British children's magazine

Little Folks was a British children's magazine published monthly by Cassell & Company from 1871 until 1933. The magazine published stories by well-known authors including Sarah Pitt, Bernard Heldmann, and Bella Sidney Woolf. Illustrators included Edward S. Hodgson, Kate Greenaway and Harry Rountree.

Sam Hield Hamer was editor for a twelve year period between 1895-1907. Herbert Williams was editor for an unknown period, including from 1920 to 1927.

==Content==
The well-illustrated magazine contained serial stories, short stories about history and adventure, poetry, puzzle games, and letters from readers.

In 1872 the magazine published biographies of Wolfgang Amadeus Mozart and John Bunyan. There was a column entitled Music Made Easy for Little Folks, plus Bible lessons, and stories on children from other lands.

In 1915 regular columns included Pages for Hobbies, Little Folks Library Club, Little Folks Science Club – conducted by "Sparks", and Little Folks Nature Club – by "Kingfisher". (In 1919 "Squirrel" conducted the nature column.) The later column held competitions for drawings and prose on nature subjects.

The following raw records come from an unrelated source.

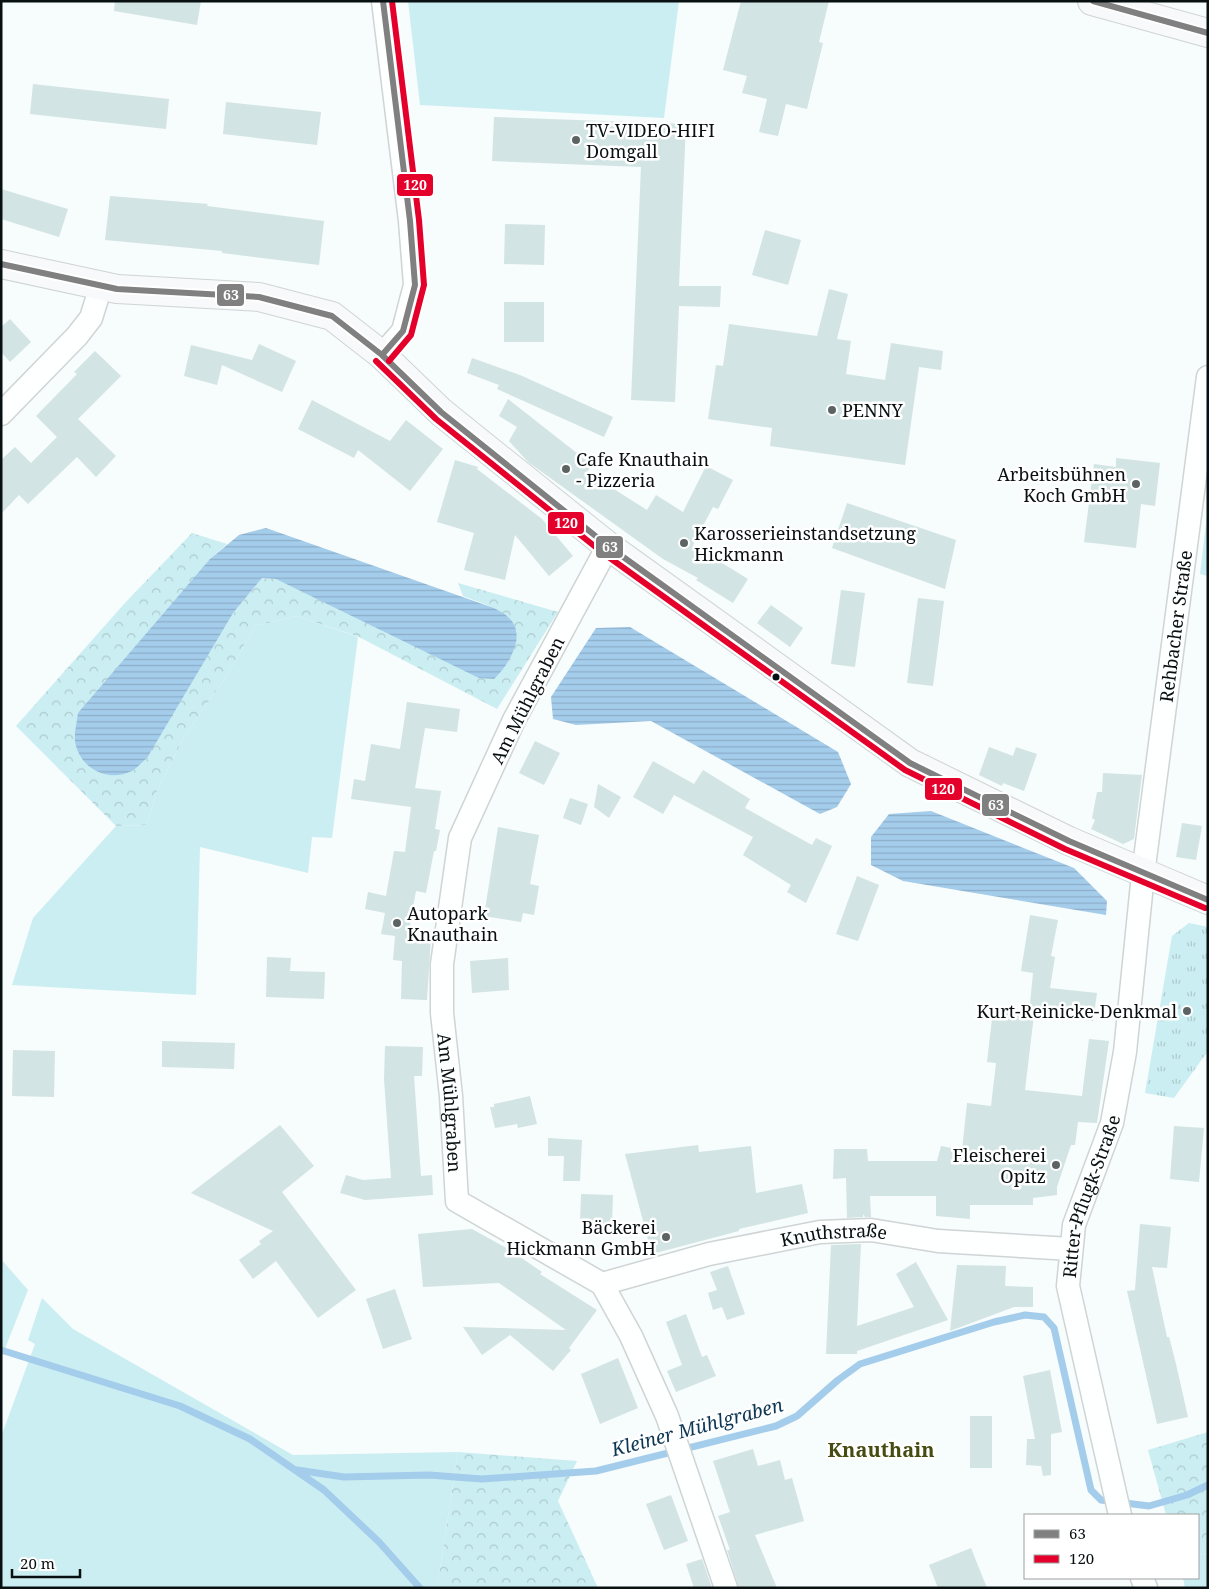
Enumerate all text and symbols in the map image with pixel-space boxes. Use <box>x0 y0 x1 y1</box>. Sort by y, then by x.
place label: TV-VIDEO-HIFI Domgall <box>586 118 715 163</box>
marker: TV-VIDEO-HIFI Domgall <box>570 134 582 146</box>
line badge: 120 <box>396 173 434 197</box>
text: 120 <box>403 175 427 194</box>
line badge: 63 <box>216 283 245 307</box>
text: 63 <box>223 285 239 304</box>
place label: PENNY <box>842 398 904 422</box>
marker: PENNY <box>826 404 838 416</box>
place label: Cafe Knauthain - Pizzeria <box>576 447 710 492</box>
place label: Arbeitsbühnen Koch GmbH <box>997 462 1126 507</box>
marker: Cafe Knauthain - Pizzeria <box>560 463 572 475</box>
marker: Arbeitsbühnen Koch GmbH <box>1130 478 1142 490</box>
line badge: 120 <box>547 511 585 535</box>
text: 120 <box>554 513 578 532</box>
place label: Karosserieinstandsetzung Hickmann <box>694 521 916 566</box>
line badge: 63 <box>595 535 624 559</box>
text: 63 <box>602 537 618 556</box>
marker: Karosserieinstandsetzung Hickmann <box>678 537 690 549</box>
street label: Rehbacher Straße <box>1154 549 1197 704</box>
street label: Am Mühlgraben <box>485 632 570 768</box>
unlabelled marker <box>771 672 781 682</box>
line badge: 120 <box>924 777 963 801</box>
text: 120 <box>931 779 955 798</box>
line badge: 63 <box>981 793 1010 817</box>
text: 63 <box>988 795 1004 814</box>
place label: Autopark Knauthain <box>407 901 498 946</box>
marker: Autopark Knauthain <box>391 917 403 929</box>
place label: Kurt-Reinicke-Denkmal <box>977 999 1177 1023</box>
marker: Kurt-Reinicke-Denkmal <box>1181 1005 1193 1017</box>
street label: Am Mühlgraben <box>432 1032 467 1174</box>
street label: Ritter-Pflugk-Straße <box>1057 1113 1125 1279</box>
place label: Fleischerei Opitz <box>953 1143 1046 1188</box>
marker: Fleischerei Opitz <box>1050 1159 1062 1171</box>
place label: Bäckerei Hickmann GmbH <box>506 1215 656 1260</box>
street label: Knuthstraße <box>778 1217 889 1252</box>
marker: Bäckerei Hickmann GmbH <box>660 1231 672 1243</box>
water label: Kleiner Mühlgraben <box>607 1391 786 1463</box>
district label: Knauthain <box>827 1436 935 1463</box>
legend <box>1024 1514 1199 1579</box>
text: 63 <box>1069 1523 1086 1543</box>
scale bar <box>12 1546 80 1578</box>
text: 120 <box>1069 1548 1094 1568</box>
text: 20 m <box>20 1553 55 1573</box>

The November 1926 issue contained the opening installment of a new school serial by Dorothy Moore, plus a boys’ adventure story entitled “Pirate Gold” by Peter Martin. Prizes were offered for readers’ submissions in the Competition Corner section.

==Readers' charitable giving==
On different occasions readers were asked to send in donations for those in need. In the June 1875 issue prizes were offered for dolls with the best sets of clothes, with the understanding that that the dolls and clothing would be given to sick children in London hospitals. Over 500 clothed dolls were donated.

In 1898 the Queen Victoria Drinking Fountain was erected in Glasgow, Scotland by the readers of Little Folks to provide drinking water for working class families.

In 1908 Bella Sidney Woolf appealed to Little Folks readers for funds to buy additional beds or cots for the Queen's Hospital for Children. The response was great enough to pay for a new ward for the hospital. In 1914 Woolf once again appealed to Little Folks readers to give money for the Prince Of Wales' National Relief Fund, to help families of soldiers who had gone to war.

==Little Folks' readers==

Gretchen R. Galbraith has researched the magazine's readers' participation in contests and letter-writing, and stated "Girls outnumbered boys in every category of participation, and they tended to read the magazine for more years." Galbraith concluded that "Correspondents' postal addresses and descriptions of their travels, nannies, and nurseries indicate a middle- and upper-class readership." She hypothesized that "The magazine appears to have been especially popular in clergymen's families."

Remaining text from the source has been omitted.